» DATASET CONTENT

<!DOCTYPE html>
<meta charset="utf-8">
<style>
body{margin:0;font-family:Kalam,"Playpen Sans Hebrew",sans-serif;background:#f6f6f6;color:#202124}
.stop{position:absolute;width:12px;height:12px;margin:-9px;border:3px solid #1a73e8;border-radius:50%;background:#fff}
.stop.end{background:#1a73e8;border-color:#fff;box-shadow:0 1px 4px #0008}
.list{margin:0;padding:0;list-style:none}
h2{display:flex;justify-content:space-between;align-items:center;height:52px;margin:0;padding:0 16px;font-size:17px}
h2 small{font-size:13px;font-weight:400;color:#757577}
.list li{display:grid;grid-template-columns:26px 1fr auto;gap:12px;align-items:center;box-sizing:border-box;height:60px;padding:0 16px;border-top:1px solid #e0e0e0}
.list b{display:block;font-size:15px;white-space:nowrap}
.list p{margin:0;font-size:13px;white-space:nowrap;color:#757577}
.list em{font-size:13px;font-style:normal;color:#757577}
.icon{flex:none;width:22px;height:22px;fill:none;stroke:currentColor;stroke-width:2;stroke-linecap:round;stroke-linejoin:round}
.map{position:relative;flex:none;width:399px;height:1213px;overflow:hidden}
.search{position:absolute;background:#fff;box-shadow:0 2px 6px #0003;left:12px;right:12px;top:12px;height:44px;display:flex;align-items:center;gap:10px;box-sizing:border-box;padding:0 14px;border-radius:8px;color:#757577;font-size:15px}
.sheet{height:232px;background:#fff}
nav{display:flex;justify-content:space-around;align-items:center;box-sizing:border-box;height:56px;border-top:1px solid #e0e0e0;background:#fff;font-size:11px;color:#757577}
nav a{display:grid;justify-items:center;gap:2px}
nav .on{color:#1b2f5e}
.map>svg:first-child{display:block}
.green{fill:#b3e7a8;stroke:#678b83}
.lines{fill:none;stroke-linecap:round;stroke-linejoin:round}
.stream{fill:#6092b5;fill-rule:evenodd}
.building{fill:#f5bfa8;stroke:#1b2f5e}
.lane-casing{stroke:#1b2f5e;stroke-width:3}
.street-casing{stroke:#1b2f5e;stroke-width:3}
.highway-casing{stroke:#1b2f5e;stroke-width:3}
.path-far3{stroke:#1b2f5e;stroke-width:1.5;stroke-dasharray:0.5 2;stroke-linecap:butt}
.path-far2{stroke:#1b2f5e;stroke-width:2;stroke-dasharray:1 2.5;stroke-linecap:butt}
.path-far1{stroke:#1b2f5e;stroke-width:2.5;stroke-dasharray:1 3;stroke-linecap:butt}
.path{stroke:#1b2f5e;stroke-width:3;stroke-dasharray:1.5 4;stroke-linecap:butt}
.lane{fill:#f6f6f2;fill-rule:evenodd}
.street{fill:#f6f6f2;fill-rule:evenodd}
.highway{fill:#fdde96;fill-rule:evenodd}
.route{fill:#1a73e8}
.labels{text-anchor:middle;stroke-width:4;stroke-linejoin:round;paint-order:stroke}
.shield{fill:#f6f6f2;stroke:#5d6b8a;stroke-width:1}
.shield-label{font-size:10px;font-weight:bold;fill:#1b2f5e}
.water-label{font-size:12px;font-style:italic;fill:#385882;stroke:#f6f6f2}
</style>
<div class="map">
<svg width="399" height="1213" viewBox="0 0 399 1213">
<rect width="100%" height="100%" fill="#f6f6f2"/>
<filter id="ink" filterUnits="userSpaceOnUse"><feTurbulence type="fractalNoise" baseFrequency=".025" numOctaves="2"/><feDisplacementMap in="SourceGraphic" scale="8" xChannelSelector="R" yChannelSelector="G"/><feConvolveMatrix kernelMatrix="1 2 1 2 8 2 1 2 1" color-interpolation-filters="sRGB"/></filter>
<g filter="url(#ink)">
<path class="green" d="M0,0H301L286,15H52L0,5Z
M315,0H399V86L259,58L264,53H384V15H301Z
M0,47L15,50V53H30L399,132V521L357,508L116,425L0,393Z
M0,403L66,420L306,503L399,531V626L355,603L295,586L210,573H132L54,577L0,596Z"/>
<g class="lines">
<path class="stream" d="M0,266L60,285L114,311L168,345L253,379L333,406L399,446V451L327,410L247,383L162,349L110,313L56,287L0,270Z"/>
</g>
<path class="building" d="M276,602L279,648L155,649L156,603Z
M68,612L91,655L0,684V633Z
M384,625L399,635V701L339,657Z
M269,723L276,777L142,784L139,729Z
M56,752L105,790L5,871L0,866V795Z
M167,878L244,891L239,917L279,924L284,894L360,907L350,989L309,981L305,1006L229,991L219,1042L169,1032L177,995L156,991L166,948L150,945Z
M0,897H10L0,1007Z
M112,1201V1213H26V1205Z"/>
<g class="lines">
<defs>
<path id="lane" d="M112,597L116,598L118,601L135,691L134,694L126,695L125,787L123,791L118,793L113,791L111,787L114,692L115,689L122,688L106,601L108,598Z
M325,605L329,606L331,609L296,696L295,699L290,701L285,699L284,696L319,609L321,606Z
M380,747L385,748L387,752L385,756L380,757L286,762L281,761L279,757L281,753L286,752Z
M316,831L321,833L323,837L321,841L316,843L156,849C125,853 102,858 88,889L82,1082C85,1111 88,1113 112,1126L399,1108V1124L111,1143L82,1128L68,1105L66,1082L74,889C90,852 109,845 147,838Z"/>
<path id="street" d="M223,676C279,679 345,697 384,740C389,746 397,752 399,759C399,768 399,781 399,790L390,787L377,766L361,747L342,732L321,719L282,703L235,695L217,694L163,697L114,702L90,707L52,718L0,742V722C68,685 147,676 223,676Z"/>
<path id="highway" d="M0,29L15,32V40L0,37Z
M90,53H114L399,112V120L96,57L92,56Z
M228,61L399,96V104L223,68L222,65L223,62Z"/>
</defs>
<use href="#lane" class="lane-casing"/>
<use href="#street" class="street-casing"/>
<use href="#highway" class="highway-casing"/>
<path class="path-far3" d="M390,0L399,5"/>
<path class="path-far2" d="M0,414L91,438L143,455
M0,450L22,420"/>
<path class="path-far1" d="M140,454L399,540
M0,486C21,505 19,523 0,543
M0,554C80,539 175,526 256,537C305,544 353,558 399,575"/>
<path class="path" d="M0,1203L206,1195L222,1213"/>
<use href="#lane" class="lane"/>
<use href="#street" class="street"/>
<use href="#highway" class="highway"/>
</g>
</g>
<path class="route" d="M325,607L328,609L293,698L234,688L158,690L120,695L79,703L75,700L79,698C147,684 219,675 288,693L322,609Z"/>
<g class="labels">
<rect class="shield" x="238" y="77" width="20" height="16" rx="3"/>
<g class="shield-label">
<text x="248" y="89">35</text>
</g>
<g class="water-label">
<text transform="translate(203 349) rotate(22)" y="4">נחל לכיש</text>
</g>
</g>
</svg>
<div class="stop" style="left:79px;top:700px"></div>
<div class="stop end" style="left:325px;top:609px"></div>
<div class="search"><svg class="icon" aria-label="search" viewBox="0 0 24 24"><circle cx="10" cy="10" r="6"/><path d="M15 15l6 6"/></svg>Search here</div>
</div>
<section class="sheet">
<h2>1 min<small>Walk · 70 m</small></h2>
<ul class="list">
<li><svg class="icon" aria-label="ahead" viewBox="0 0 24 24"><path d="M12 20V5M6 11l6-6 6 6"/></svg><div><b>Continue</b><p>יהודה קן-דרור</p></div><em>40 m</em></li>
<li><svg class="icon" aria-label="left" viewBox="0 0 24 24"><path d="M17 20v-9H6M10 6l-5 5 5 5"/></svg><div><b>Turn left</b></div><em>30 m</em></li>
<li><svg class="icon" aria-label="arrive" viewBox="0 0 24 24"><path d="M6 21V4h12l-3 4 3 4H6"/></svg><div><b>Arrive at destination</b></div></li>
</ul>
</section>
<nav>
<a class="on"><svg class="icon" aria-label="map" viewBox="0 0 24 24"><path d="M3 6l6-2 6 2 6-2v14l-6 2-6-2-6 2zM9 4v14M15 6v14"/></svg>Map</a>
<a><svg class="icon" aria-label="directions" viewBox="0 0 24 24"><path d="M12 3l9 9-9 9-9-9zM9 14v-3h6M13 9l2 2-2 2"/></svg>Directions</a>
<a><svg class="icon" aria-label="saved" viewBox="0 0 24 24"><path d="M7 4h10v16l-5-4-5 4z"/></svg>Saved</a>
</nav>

» TASK ITEM
The range runs from the line with "M269,723L276,777L142,784L139,729Z" up to and including the line with "M0,486C21,505 19,523 0,543" in the listing above; please write out exactly those lines and nothing more.

» THE COMPLETED TASK
M269,723L276,777L142,784L139,729Z
M56,752L105,790L5,871L0,866V795Z
M167,878L244,891L239,917L279,924L284,894L360,907L350,989L309,981L305,1006L229,991L219,1042L169,1032L177,995L156,991L166,948L150,945Z
M0,897H10L0,1007Z
M112,1201V1213H26V1205Z"/>
<g class="lines">
<defs>
<path id="lane" d="M112,597L116,598L118,601L135,691L134,694L126,695L125,787L123,791L118,793L113,791L111,787L114,692L115,689L122,688L106,601L108,598Z
M325,605L329,606L331,609L296,696L295,699L290,701L285,699L284,696L319,609L321,606Z
M380,747L385,748L387,752L385,756L380,757L286,762L281,761L279,757L281,753L286,752Z
M316,831L321,833L323,837L321,841L316,843L156,849C125,853 102,858 88,889L82,1082C85,1111 88,1113 112,1126L399,1108V1124L111,1143L82,1128L68,1105L66,1082L74,889C90,852 109,845 147,838Z"/>
<path id="street" d="M223,676C279,679 345,697 384,740C389,746 397,752 399,759C399,768 399,781 399,790L390,787L377,766L361,747L342,732L321,719L282,703L235,695L217,694L163,697L114,702L90,707L52,718L0,742V722C68,685 147,676 223,676Z"/>
<path id="highway" d="M0,29L15,32V40L0,37Z
M90,53H114L399,112V120L96,57L92,56Z
M228,61L399,96V104L223,68L222,65L223,62Z"/>
</defs>
<use href="#lane" class="lane-casing"/>
<use href="#street" class="street-casing"/>
<use href="#highway" class="highway-casing"/>
<path class="path-far3" d="M390,0L399,5"/>
<path class="path-far2" d="M0,414L91,438L143,455
M0,450L22,420"/>
<path class="path-far1" d="M140,454L399,540
M0,486C21,505 19,523 0,543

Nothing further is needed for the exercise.